Sin especial entusiasmo suelo frecuentar alguna que otra
hoguera al caer la noche de la víspera de San Juan. Mi interés es más
antropológico que ocioso o espiritual. Cada año me pregunto qué mecanismo
concreto llevará a toda aquella gente a congregarse alrededor del fuego. Una
respuesta fácil sería que se trata de la excusa de tomar unas cervezas en la
calle y pasar el rato con los amigos, sobre todo teniendo en cuenta que el
festejo esta vez ha caído en sábado. Pero cada vez ando más convencido de que
algo se enciende en el interior de todos los asistentes. Algo, desde luego, muy
profundo, muy antiguo...Quizás ellos mismos no lo sepan. Seguramente, yo
tampoco esté muy seguro. Simplemente especulo, no se trata de nada muy
científico.
Veo auténtica fascinación, en ocasiones éxtasis. La gente
observa hipnotizada las llamas como si asistiera a un espectáculo único. En
ocasiones, escuchas los murmullos de los borrachos, pero en otras se impone un
silencio sagrado. Y entonces, el crepitar del fuego marca los tiempos mientras
te rindes al sopor del calor. Cuando hay una inesperada deflagración, la gente
estalla de júbilo, alza los brazos y se ríe. Los más osados, los más jóvenes
generalmente, tientan a la suerte y se acercan hasta los límites que marca la
seguridad (en ocasiones, lo traspasan por momentos). Pienso que se puede tratar
de alguna especie de rito de paso. Los mayores aplauden este tipo de acciones,
como si fuese un acto de gallardía, como si los chicos fueran a convertirse en
hombres a partir de esa noche.
Y de repente, alguien conecta con algo verdaderamente
salvaje y loco. Nos encontrábamos cerca de la hoguera que tradicionalmente se
suele hacer cerca del Camino de la Hornera, en La Laguna (Tenerife),
disfrutando de una caña de cerveza en una noche estupenda, cuando pareció
abrirse una brecha en el espacio-tiempo. Cuatro tipos llegaron haciendo curvas
en un coche destartalado y lo dejaron detenido en medio de la calzada, sin
valorar si podían molestar a otros conductores.

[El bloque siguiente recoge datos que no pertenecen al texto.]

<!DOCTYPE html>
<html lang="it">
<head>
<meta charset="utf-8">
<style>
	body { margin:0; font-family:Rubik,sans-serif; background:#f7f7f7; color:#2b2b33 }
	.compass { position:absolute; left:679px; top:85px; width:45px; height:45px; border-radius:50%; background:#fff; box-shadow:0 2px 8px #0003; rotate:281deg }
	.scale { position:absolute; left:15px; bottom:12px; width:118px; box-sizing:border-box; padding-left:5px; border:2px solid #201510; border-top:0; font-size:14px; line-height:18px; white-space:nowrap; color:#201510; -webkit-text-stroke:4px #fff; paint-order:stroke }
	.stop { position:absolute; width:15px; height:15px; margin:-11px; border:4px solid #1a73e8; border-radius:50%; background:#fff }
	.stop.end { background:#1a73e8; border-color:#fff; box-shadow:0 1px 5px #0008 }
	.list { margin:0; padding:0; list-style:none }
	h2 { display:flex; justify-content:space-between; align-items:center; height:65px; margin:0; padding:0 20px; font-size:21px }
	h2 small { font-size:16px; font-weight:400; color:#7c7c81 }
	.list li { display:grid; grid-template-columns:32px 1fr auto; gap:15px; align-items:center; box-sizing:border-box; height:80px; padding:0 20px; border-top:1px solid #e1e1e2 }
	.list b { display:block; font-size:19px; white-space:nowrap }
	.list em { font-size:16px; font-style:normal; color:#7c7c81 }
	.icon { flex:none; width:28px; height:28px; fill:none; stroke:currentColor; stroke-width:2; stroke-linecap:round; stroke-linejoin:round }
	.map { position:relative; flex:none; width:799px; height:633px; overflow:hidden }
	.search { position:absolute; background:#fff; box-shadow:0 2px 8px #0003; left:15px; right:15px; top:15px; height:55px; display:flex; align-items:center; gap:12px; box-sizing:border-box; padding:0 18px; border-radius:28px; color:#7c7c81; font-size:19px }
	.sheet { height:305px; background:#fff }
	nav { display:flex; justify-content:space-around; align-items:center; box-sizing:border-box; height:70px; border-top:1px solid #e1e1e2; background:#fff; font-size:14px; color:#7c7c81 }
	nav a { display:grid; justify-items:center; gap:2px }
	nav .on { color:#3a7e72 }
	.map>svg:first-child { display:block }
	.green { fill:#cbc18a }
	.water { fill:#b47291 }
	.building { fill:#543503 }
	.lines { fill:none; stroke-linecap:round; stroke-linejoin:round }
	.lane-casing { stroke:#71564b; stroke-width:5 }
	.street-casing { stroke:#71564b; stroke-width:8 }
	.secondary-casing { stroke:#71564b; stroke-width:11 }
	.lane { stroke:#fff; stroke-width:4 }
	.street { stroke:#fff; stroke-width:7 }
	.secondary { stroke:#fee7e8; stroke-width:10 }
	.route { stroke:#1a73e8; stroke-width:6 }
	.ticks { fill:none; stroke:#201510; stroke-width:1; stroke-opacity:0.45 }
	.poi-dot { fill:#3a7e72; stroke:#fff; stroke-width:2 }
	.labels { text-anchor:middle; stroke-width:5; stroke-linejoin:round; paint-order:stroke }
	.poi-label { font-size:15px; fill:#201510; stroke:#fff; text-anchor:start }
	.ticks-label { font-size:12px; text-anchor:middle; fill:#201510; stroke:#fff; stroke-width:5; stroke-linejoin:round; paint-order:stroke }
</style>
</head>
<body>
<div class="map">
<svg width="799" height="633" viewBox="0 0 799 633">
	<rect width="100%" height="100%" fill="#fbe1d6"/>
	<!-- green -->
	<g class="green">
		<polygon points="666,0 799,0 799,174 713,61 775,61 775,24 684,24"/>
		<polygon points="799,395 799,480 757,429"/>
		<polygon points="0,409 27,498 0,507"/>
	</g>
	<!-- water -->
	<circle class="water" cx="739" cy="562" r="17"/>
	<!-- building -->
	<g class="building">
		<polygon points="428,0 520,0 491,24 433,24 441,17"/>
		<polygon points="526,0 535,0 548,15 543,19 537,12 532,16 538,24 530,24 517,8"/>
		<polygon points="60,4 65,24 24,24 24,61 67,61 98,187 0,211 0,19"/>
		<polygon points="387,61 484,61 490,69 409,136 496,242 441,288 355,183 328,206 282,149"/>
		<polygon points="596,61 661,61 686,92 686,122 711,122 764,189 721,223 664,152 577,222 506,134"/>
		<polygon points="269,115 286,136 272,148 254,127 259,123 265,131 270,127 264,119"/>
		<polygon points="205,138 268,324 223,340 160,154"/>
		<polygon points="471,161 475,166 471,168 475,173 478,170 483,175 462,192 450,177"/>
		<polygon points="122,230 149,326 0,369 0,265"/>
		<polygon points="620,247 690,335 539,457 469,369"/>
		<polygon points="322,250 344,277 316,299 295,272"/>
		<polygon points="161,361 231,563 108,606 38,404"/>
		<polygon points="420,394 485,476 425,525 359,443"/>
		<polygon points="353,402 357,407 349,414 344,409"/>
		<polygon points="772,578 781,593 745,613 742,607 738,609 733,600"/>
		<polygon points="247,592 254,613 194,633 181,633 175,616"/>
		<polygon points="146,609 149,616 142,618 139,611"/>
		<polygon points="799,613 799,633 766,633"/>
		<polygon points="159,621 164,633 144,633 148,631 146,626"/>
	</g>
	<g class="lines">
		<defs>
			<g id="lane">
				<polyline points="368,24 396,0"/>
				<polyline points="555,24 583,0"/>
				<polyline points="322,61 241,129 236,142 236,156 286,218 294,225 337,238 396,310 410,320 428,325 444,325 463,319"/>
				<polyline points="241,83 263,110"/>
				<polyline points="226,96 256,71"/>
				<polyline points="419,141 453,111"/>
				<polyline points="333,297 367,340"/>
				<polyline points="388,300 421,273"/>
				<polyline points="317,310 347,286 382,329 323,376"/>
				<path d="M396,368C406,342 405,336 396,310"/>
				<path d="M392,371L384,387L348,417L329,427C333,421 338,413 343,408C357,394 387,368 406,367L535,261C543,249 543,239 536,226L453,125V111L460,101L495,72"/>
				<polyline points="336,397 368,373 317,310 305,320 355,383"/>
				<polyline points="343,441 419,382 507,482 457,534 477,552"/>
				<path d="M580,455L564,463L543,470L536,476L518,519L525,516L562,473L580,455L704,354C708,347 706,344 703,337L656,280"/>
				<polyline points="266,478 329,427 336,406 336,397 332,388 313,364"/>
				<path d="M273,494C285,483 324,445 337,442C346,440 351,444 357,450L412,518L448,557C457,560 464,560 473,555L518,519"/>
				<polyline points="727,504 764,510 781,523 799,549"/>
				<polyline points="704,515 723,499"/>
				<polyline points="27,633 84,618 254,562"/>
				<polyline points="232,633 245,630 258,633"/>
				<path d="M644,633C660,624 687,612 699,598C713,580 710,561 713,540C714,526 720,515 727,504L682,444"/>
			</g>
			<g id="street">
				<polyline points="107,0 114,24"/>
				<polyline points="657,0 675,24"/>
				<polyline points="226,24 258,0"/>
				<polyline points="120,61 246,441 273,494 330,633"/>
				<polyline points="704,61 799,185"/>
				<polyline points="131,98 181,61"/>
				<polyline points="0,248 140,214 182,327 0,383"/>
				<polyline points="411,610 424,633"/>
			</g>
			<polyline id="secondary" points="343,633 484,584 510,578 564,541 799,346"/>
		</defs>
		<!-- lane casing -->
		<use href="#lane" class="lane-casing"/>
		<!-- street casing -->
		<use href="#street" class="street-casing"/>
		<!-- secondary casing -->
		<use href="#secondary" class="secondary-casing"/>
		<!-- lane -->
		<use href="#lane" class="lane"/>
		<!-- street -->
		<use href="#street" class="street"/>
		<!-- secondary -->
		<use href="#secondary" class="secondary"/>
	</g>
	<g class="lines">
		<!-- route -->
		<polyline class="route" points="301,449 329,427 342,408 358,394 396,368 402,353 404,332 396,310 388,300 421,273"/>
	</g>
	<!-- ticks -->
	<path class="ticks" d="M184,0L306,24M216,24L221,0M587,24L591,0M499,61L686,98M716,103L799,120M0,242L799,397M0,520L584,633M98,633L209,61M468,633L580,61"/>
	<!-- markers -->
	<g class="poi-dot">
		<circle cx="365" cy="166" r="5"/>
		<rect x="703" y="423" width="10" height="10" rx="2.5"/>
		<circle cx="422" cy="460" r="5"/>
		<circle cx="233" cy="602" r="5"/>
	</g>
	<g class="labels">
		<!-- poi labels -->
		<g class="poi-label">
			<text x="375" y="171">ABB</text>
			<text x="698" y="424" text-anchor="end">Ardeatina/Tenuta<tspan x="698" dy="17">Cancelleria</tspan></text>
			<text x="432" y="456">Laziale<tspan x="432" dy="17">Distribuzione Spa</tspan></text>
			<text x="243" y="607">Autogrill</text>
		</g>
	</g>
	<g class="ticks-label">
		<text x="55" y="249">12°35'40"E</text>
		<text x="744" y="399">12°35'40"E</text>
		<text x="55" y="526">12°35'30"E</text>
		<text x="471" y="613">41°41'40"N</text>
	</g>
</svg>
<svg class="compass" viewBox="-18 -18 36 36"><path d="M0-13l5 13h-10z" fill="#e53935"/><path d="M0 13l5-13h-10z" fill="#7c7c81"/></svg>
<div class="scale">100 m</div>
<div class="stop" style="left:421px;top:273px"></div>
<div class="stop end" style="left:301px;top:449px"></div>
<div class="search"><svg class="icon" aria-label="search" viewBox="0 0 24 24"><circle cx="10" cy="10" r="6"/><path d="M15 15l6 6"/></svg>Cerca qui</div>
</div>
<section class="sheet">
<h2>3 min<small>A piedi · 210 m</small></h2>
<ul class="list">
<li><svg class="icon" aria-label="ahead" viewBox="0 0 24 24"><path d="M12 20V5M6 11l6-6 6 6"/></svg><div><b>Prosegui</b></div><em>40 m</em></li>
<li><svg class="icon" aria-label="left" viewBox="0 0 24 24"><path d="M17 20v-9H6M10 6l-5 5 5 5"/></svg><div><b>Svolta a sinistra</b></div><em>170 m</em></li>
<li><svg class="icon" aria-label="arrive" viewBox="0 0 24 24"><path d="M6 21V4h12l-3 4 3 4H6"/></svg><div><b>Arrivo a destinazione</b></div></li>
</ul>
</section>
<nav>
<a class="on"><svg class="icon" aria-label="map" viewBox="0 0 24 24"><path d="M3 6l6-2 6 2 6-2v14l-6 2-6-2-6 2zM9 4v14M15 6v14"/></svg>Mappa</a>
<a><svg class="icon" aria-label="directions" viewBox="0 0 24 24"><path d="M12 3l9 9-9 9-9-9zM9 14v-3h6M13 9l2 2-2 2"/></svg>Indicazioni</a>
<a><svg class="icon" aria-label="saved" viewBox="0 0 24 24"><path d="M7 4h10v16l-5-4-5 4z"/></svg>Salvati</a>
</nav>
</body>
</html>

Se bajaron absolutamente ebrios
y enloquecidos. Pegando voces y saludando a lo lejos. Irrumpieron en el bar
como un torbellino, como si aquello fuera su cortijo privado. Uno de ellos, el
mayor, de unos cuarenta, comenzó un discurso épico mientras observaba el fuego.
Con los ojos desorbitados, empezó a hablar de los orígenes fundacionales del
barrio. Él lo había visto crecer, allí solo había buena gente, gente
trabajadora, él había aconsejado sabiamente a los más jóvenes, los había
llevado por el buen camino, etc. En esas, se le acerca un chaval, unos veinte
años más joven, y empiezan a hablar en voz baja para que nadie les escuche,
como si iniciaran una transacción clandestina. Cuando el chico se aleja, el
mayor vuelva a dar voces mientras mira el descampado, fuera de sí, poseído por
alguna fuerza ancestral.
Pensé que ya habíamos visto demasiado y nos fuimos. Al
día siguiente leí en el periódico que, en esa hoguera, un joven de 16 años resultó
herido y tuvo que ser atendido por los servicios sanitarios. Al parecer intentó
saltar por encima del fuego, con el resultado de que cayó mal y sufrió quemaduras
en ambas manos. Una ambulancia se desplazó hasta el lugar de la celebración y
se llevó al muchacho hacia un centro hospitalario.